→ **Exercise prompt**:
Among the entries, which lines carry the string "turn"? Copy each of them.

--- START ---

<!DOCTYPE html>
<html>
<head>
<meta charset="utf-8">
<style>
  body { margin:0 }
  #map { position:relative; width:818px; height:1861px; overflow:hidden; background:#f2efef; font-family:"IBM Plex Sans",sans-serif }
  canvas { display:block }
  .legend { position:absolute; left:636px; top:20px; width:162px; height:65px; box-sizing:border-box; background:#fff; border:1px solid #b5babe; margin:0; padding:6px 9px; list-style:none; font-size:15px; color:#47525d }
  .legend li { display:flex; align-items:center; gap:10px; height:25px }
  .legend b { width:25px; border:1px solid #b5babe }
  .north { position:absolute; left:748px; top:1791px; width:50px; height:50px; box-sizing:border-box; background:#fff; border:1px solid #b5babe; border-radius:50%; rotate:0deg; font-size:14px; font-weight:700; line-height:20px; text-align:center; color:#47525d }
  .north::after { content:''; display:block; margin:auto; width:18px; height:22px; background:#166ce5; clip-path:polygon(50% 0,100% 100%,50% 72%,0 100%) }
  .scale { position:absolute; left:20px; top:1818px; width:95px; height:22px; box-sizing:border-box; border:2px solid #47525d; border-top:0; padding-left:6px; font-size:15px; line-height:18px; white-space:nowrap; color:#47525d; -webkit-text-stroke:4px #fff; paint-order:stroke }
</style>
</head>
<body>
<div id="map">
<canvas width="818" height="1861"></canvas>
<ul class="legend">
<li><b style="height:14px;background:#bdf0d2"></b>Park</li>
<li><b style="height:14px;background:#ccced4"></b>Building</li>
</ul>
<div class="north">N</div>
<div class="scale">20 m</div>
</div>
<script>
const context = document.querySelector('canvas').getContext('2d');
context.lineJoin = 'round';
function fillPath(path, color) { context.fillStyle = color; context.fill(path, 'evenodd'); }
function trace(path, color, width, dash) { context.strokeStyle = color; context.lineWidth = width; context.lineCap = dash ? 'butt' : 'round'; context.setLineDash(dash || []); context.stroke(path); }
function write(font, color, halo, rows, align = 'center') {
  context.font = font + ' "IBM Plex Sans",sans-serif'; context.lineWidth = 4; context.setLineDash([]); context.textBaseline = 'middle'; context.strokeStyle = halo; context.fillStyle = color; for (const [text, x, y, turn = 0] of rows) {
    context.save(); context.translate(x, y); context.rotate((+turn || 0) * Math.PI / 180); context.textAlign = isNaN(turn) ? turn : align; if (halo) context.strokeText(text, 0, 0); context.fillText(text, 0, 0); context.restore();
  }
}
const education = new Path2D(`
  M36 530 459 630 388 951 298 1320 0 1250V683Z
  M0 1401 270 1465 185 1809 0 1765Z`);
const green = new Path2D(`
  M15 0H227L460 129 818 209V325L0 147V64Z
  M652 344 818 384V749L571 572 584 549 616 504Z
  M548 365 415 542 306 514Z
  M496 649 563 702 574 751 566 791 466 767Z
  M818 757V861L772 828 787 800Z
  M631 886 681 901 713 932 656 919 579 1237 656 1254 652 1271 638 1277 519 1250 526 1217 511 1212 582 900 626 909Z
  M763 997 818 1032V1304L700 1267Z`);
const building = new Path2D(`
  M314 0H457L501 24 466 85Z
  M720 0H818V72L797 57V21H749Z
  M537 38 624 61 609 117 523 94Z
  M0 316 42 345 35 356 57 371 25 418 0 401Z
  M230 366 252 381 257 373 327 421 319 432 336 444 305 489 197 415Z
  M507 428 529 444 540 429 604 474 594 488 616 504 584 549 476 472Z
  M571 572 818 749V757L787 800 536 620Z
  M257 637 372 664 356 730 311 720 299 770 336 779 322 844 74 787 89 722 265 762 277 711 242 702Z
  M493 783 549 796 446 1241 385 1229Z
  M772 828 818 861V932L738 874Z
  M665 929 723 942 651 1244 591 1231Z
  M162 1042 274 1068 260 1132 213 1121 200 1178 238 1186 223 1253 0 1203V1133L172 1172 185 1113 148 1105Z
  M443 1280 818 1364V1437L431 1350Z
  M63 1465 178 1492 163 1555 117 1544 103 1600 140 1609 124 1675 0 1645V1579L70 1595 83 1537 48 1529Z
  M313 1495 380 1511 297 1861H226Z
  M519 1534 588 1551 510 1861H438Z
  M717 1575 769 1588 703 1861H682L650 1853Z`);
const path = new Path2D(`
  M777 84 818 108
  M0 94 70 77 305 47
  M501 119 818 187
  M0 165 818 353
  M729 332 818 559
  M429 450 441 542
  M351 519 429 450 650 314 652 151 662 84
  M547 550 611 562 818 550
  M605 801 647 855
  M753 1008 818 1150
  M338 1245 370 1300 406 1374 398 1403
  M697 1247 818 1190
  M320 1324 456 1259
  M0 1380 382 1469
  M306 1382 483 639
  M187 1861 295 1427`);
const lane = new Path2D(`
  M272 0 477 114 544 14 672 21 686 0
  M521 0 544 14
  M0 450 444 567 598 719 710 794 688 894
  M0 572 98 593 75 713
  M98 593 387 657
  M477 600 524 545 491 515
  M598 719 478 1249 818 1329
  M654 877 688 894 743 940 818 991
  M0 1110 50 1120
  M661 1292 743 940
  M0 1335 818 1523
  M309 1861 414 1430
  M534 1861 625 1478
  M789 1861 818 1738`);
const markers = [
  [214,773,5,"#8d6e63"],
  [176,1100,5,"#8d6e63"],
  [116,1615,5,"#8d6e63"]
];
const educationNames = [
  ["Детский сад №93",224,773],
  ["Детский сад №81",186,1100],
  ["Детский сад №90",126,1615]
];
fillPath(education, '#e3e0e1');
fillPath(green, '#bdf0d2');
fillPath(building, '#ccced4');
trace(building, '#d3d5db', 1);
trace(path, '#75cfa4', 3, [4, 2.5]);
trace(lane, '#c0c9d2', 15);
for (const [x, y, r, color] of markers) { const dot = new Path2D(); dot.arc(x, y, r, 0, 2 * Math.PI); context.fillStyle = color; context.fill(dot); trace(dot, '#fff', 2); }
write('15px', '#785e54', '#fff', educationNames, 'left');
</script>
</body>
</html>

--- END ---

→ **Result**:
  context.font = font + ' "IBM Plex Sans",sans-serif'; context.lineWidth = 4; context.setLineDash([]); context.textBaseline = 'middle'; context.strokeStyle = halo; context.fillStyle = color; for (const [text, x, y, turn = 0] of rows) {
    context.save(); context.translate(x, y); context.rotate((+turn || 0) * Math.PI / 180); context.textAlign = isNaN(turn) ? turn : align; if (halo) context.strokeText(text, 0, 0); context.fillText(text, 0, 0); context.restore();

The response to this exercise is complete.